Data extract: Begin

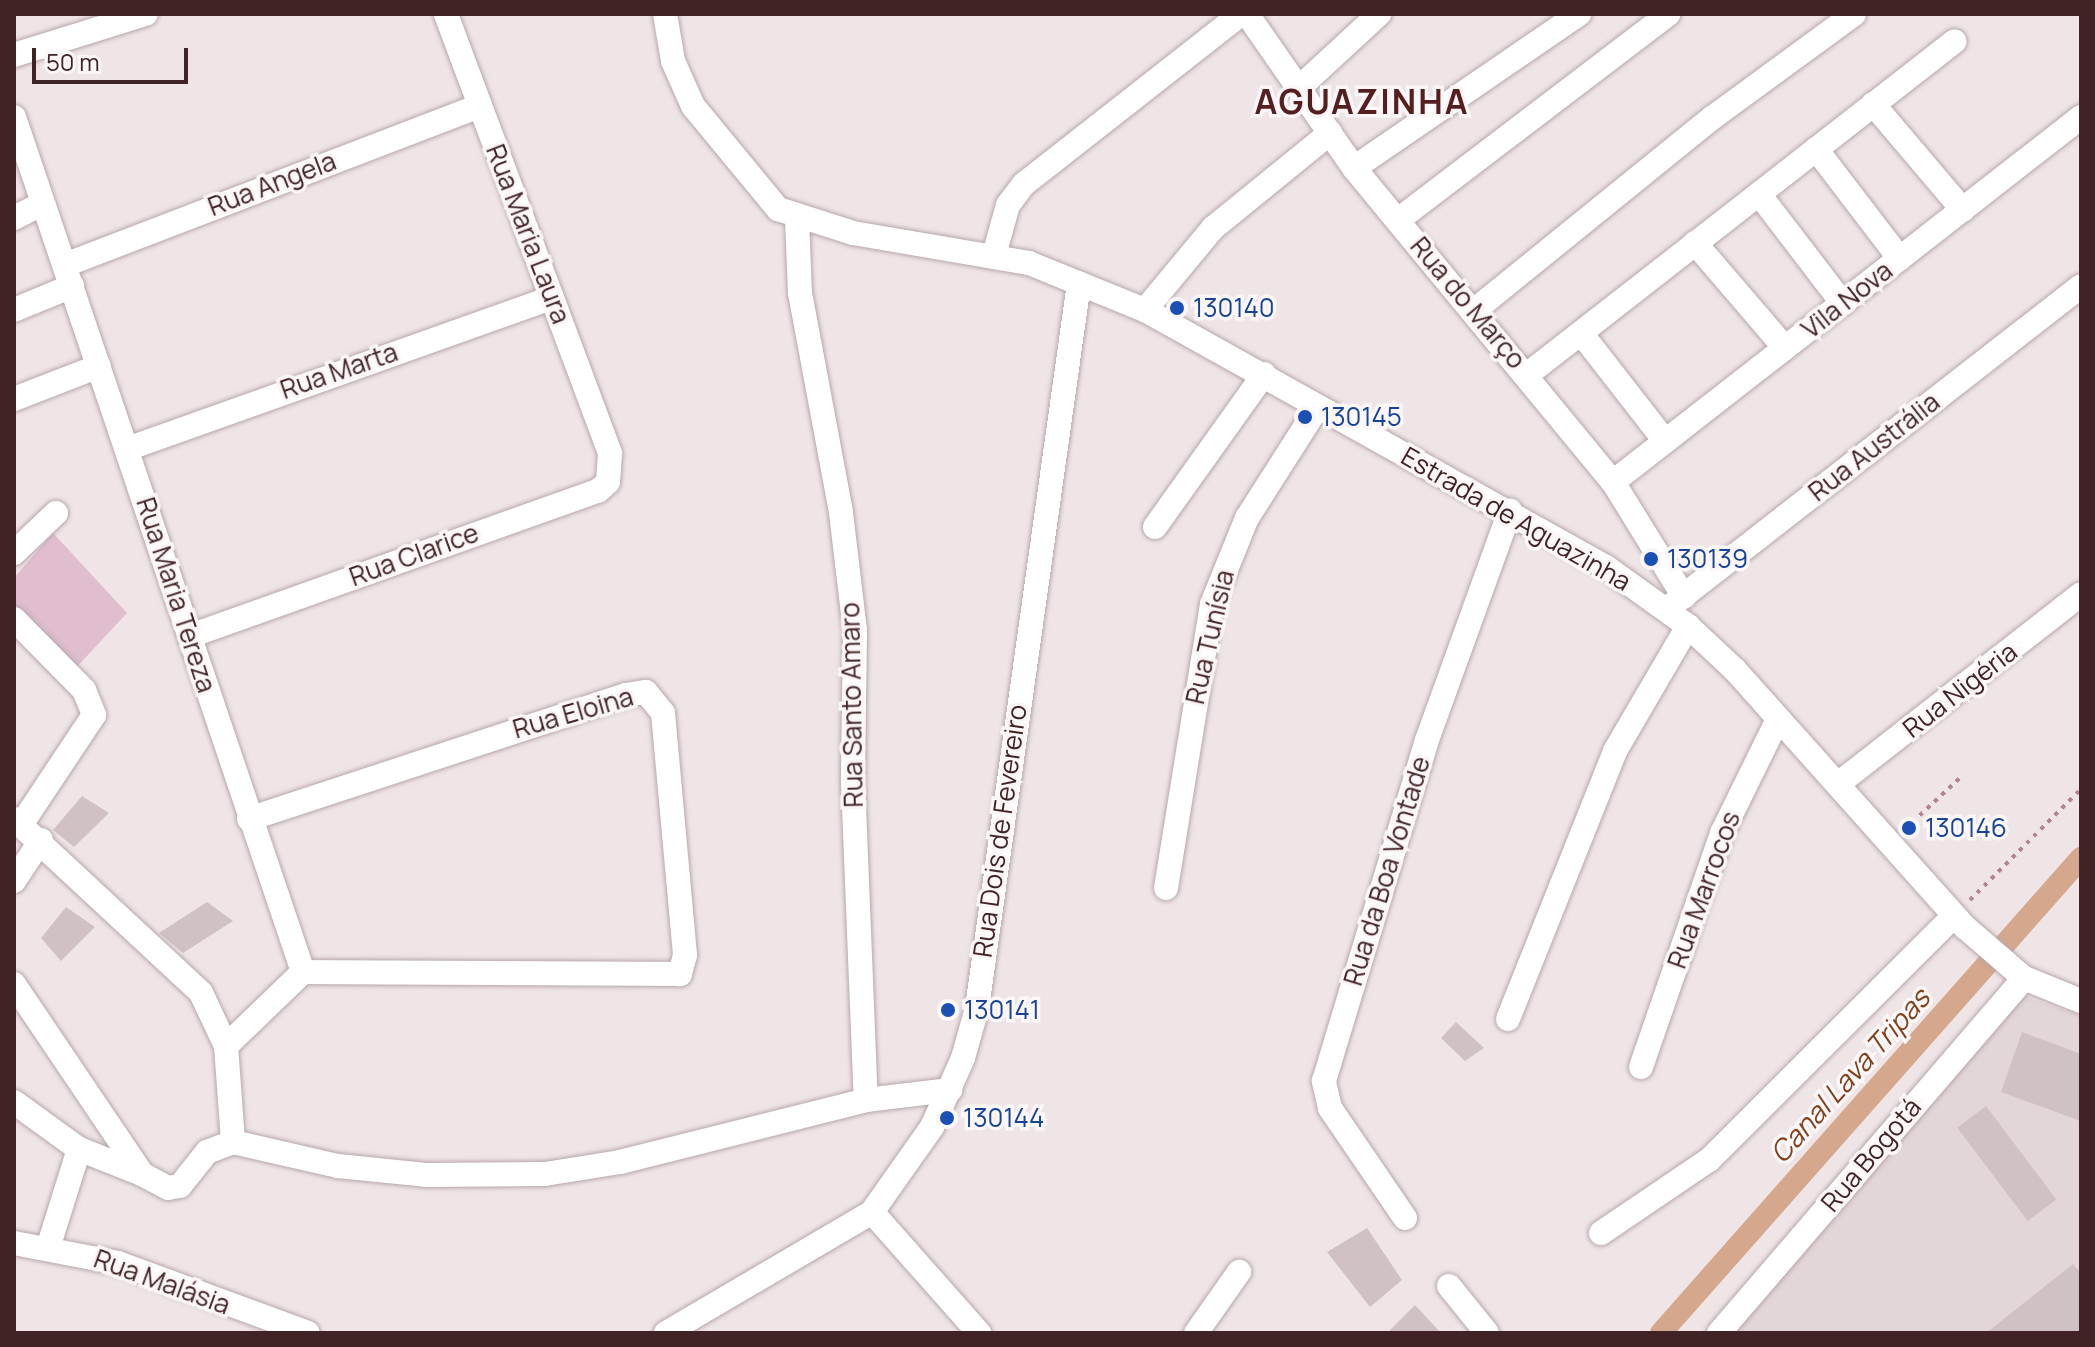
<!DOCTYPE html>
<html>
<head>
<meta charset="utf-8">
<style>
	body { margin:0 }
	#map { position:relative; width:2095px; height:1347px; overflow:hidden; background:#efe5e7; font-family:Manrope,sans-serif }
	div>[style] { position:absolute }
	.built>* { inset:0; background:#e3d6d9 }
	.green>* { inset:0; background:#e0bdcf }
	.canal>* { height:22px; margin:-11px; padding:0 11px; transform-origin:11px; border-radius:11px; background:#d5a78c }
	.building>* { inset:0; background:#d0c1c4; transform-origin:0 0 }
	.path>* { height:4px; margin-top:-2px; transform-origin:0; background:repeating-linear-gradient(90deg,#b38489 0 4px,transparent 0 10px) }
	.roads { filter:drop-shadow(0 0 2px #b8a7a9) drop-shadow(0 0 2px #b8a7a9) }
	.minor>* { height:24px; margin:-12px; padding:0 12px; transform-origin:12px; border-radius:12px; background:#fff }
	.dots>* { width:22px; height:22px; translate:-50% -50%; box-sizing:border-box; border:4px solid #fbf6f7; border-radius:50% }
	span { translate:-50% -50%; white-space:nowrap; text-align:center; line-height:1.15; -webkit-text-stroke:7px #fbf6f7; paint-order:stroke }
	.street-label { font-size:26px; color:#422325 }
	.transit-label { font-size:26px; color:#164399 }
	.left { translate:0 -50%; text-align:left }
	.water-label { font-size:28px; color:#81411a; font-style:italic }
	.district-label { font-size:34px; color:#551e1f; font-weight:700; letter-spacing:2px }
	.frame { position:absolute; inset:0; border:16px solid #422325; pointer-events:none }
	.scale { position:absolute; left:32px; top:48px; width:156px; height:36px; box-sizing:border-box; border:4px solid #422325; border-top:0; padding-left:10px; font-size:24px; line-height:28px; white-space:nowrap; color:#422325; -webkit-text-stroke:6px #fbf6f7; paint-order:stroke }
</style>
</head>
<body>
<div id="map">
	<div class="built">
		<div style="clip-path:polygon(2011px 991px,2081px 1016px,2081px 1333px,1723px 1333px)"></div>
	</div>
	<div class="green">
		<div style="clip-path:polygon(53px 533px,127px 613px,72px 672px,14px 616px,14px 578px)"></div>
	</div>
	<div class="canal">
		<div style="left:1661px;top:1333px;width:634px;rotate:-48.52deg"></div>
	</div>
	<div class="building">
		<div style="clip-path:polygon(82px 796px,109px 813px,74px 847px,53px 830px)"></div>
		<div style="clip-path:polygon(207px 902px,233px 921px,183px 953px,159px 933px)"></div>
		<div style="clip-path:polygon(66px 907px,95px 927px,61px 961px,41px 938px)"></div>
		<div style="clip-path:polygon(1456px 1022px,1484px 1048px,1465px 1061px,1441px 1038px)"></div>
		<div style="clip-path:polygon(2022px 1032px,2081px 1054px,2081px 1121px,2001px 1092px)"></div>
		<div style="left:1986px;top:1106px;width:117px;height:36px;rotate:53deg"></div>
		<div style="clip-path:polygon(1367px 1228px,1402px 1280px,1370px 1307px,1327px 1252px)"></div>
		<div style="clip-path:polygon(2073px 1264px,2081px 1273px,2081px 1333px,1986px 1333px)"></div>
		<div style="clip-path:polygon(1415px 1305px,1441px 1333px,1387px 1333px)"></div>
	</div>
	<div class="path">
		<div style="left:1905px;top:829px;width:76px;rotate:-42.9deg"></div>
		<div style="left:1970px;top:900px;width:157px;rotate:-45deg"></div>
	</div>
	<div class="roads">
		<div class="minor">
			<div style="left:665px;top:14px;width:48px;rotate:80.3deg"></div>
			<div style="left:673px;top:61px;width:49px;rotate:66deg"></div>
			<div style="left:693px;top:106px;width:134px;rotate:50.5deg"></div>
			<div style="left:778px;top:209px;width:79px;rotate:17.7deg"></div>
			<div style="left:853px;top:233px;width:179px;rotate:9.7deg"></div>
			<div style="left:1029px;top:263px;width:125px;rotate:22.1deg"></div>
			<div style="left:1145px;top:310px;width:528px;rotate:29.14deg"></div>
			<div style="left:1606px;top:567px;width:101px;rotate:35.7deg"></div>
			<div style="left:1688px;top:626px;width:64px;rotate:43.1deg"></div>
			<div style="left:1735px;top:670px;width:346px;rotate:48.2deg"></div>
			<div style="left:1966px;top:928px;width:77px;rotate:40.8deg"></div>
			<div style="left:2024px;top:978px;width:61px;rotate:22deg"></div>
			<div style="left:1247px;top:14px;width:188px;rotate:55.2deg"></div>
			<div style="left:1354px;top:168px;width:407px;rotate:50.5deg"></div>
			<div style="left:1613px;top:482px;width:135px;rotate:58.3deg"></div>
			<div style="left:14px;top:55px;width:138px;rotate:-17.3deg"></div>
			<div style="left:1300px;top:87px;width:108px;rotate:-42.7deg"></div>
			<div style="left:1873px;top:104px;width:139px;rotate:49.7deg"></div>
			<div style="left:14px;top:117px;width:903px;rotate:71.32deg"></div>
			<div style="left:1816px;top:149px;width:138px;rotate:52.6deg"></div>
			<div style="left:1354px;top:168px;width:273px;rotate:-34.4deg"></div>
			<div style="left:1759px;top:194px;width:138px;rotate:52.6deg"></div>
			<div style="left:14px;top:218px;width:31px;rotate:-27deg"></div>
			<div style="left:797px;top:219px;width:74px;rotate:87.7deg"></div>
			<div style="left:800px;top:293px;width:224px;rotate:79.4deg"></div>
			<div style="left:841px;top:513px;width:118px;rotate:83.2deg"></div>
			<div style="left:855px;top:630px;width:152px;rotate:90.8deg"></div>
			<div style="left:853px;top:782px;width:318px;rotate:87.7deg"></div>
			<div style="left:1398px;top:220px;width:340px;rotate:-37.3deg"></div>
			<div style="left:1695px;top:243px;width:138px;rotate:49.4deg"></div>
			<div style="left:994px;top:255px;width:52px;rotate:-74.4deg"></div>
			<div style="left:1008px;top:205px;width:26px;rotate:-53deg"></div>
			<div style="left:1024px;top:184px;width:276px;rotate:-38.1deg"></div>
			<div style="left:65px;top:265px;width:443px;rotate:-21deg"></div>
			<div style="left:1476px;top:309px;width:304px;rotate:-39deg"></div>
			<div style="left:1712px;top:118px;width:176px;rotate:-36.2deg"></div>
			<div style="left:14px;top:310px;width:63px;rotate:-22.5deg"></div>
			<div style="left:1145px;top:310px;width:107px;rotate:-50.3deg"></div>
			<div style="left:1213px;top:228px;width:151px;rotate:-39.1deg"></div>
			<div style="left:1581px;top:333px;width:137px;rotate:52.1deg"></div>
			<div style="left:1528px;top:374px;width:541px;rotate:-37.95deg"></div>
			<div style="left:14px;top:399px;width:91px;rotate:-21.2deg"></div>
			<div style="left:127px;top:449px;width:451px;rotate:-19.6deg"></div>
			<div style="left:1613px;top:482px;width:594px;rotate:-37.95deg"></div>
			<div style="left:1155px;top:527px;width:188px;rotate:-54.5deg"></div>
			<div style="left:14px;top:553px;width:58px;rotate:-43.6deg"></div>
			<div style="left:1673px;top:604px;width:517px;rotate:-37.93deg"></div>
			<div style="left:14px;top:619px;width:100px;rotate:45.4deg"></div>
			<div style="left:84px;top:690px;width:27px;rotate:68deg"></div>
			<div style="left:94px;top:715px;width:132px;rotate:123.6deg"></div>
			<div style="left:190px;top:636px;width:433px;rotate:-19.6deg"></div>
			<div style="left:598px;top:491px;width:13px;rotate:-42deg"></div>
			<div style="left:608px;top:482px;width:29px;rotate:-86deg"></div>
			<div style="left:610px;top:453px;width:469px;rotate:-110.5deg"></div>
			<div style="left:1838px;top:784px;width:308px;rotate:-38deg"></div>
			<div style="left:14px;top:819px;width:255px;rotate:42.9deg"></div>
			<div style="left:201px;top:993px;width:59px;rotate:64.7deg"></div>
			<div style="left:226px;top:1046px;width:96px;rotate:85.8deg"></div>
			<div style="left:233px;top:1142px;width:28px;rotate:159deg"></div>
			<div style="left:207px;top:1152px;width:43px;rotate:128.5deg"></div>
			<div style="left:180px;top:1186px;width:12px;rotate:171deg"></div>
			<div style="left:168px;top:1188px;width:30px;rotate:-152deg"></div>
			<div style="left:142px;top:1174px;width:229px;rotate:-124deg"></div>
			<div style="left:249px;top:819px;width:397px;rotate:-18.2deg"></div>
			<div style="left:626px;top:695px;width:20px;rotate:-9deg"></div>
			<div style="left:646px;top:692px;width:27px;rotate:51deg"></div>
			<div style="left:663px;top:713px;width:243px;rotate:84.8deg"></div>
			<div style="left:685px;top:955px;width:20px;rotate:105deg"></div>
			<div style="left:680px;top:974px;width:377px;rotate:-179.7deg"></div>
			<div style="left:14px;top:881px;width:49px;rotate:-56.6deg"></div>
			<div style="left:1166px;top:888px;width:288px;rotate:-80.8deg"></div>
			<div style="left:1212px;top:604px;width:93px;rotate:-67.9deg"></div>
			<div style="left:1247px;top:518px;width:130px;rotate:-57.5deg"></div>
			<div style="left:1508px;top:1019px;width:289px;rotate:-68.2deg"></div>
			<div style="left:1615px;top:751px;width:145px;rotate:-59.7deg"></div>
			<div style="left:226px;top:1046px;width:107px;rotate:-43.9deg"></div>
			<div style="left:1641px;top:1067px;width:248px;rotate:-70.9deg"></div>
			<div style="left:1722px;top:833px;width:127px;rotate:-63.8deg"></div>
			<div style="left:14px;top:1102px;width:80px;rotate:35.9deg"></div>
			<div style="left:79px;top:1149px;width:68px;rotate:21.6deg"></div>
			<div style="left:233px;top:1142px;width:108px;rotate:12.9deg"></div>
			<div style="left:338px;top:1166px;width:88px;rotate:5.8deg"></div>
			<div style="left:426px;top:1175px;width:119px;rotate:-0.5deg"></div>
			<div style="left:545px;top:1174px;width:76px;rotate:-9.1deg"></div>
			<div style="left:620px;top:1162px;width:254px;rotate:-14.1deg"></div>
			<div style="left:866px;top:1100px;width:85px;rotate:-6.8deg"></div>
			<div style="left:872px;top:1212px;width:162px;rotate:48.5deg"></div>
			<div style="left:1405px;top:1218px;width:133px;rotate:-124.3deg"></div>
			<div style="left:1330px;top:1108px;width:28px;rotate:-103deg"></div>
			<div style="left:1324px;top:1081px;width:356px;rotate:-73.2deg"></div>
			<div style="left:1427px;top:740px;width:244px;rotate:-70.1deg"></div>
			<div style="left:1601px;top:1233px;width:130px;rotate:-34.1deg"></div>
			<div style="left:1709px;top:1160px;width:346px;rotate:-44.9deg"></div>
			<div style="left:14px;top:1243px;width:106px;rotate:10.9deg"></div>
			<div style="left:118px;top:1263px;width:202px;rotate:20.2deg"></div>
			<div style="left:48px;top:1248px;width:104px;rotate:-72.6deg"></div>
			<div style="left:1449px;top:1286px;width:60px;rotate:51deg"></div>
			<div style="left:666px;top:1333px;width:239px;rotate:-30.4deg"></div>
			<div style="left:872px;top:1212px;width:104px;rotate:-54.8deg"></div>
			<div style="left:932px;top:1127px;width:76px;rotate:-65.8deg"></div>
			<div style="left:963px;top:1058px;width:52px;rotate:-74.4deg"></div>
			<div style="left:977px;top:1008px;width:732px;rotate:-81.99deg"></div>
			<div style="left:1196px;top:1333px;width:75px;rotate:-54.8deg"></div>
			<div style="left:1719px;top:1333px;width:468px;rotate:-49.3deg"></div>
		</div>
	</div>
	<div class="dots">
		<div style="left:1177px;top:308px;background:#1a4fb4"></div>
		<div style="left:1305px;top:417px;background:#1a4fb4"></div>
		<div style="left:1651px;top:559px;background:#1a4fb4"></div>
		<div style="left:1909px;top:828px;background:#1a4fb4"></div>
		<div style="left:948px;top:1010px;background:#1a4fb4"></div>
		<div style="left:947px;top:1118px;background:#1a4fb4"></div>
	</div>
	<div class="street-label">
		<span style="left:272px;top:184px;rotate:-21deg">Rua Angela</span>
		<span style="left:528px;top:234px;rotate:69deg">Rua Maria Laura</span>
		<span style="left:1847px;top:300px;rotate:-38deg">Vila Nova</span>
		<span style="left:1468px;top:303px;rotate:50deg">Rua do Março</span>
		<span style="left:339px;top:371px;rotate:-19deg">Rua Marta</span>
		<span style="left:1874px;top:447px;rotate:-38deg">Rua Austrália</span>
		<span style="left:1516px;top:519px;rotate:30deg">Estrada de Aguazinha</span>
		<span style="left:414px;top:555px;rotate:-20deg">Rua Clarice</span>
		<span style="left:176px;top:595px;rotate:72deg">Rua Maria Tereza</span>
		<span style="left:1210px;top:637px;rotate:-77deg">Rua Tunísia</span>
		<span style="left:1960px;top:690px;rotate:-38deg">Rua Nigéria</span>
		<span style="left:852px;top:705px;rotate:-91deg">Rua Santo Amaro</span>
		<span style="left:573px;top:713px;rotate:-16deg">Rua Eloina</span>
		<span style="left:1000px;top:831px;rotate:-82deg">Rua Dois de Fevereiro</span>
		<span style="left:1387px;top:871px;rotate:-73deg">Rua da Boa Vontade</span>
		<span style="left:1704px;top:890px;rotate:-70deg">Rua Marrocos</span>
		<span style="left:1871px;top:1155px;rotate:-50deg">Rua Bogotá</span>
		<span style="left:162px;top:1282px;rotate:20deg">Rua Malásia</span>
	</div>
	<div class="transit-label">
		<span class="left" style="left:1193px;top:308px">130140</span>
		<span class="left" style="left:1321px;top:417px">130145</span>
		<span class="left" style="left:1667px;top:559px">130139</span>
		<span class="left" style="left:1925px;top:828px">130146</span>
		<span class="left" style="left:964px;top:1010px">130141</span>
		<span class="left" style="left:963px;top:1118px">130144</span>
	</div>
	<div class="water-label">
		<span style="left:1849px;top:1075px;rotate:-48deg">Canal Lava Tripas</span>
	</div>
	<div class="district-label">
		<span style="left:1362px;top:102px">AGUAZINHA</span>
	</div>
	<div class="frame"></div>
	<div class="scale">50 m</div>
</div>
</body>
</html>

Data extract: End

Work to complete:
The answer must be the lines of the entries above, written out exactly from the first through the one with "translate:-50% -50%; white-space:nowrap;", and no pictures.

Written response:
<!DOCTYPE html>
<html>
<head>
<meta charset="utf-8">
<style>
	body { margin:0 }
	#map { position:relative; width:2095px; height:1347px; overflow:hidden; background:#efe5e7; font-family:Manrope,sans-serif }
	div>[style] { position:absolute }
	.built>* { inset:0; background:#e3d6d9 }
	.green>* { inset:0; background:#e0bdcf }
	.canal>* { height:22px; margin:-11px; padding:0 11px; transform-origin:11px; border-radius:11px; background:#d5a78c }
	.building>* { inset:0; background:#d0c1c4; transform-origin:0 0 }
	.path>* { height:4px; margin-top:-2px; transform-origin:0; background:repeating-linear-gradient(90deg,#b38489 0 4px,transparent 0 10px) }
	.roads { filter:drop-shadow(0 0 2px #b8a7a9) drop-shadow(0 0 2px #b8a7a9) }
	.minor>* { height:24px; margin:-12px; padding:0 12px; transform-origin:12px; border-radius:12px; background:#fff }
	.dots>* { width:22px; height:22px; translate:-50% -50%; box-sizing:border-box; border:4px solid #fbf6f7; border-radius:50% }
	span { translate:-50% -50%; white-space:nowrap; text-align:center; line-height:1.15; -webkit-text-stroke:7px #fbf6f7; paint-order:stroke }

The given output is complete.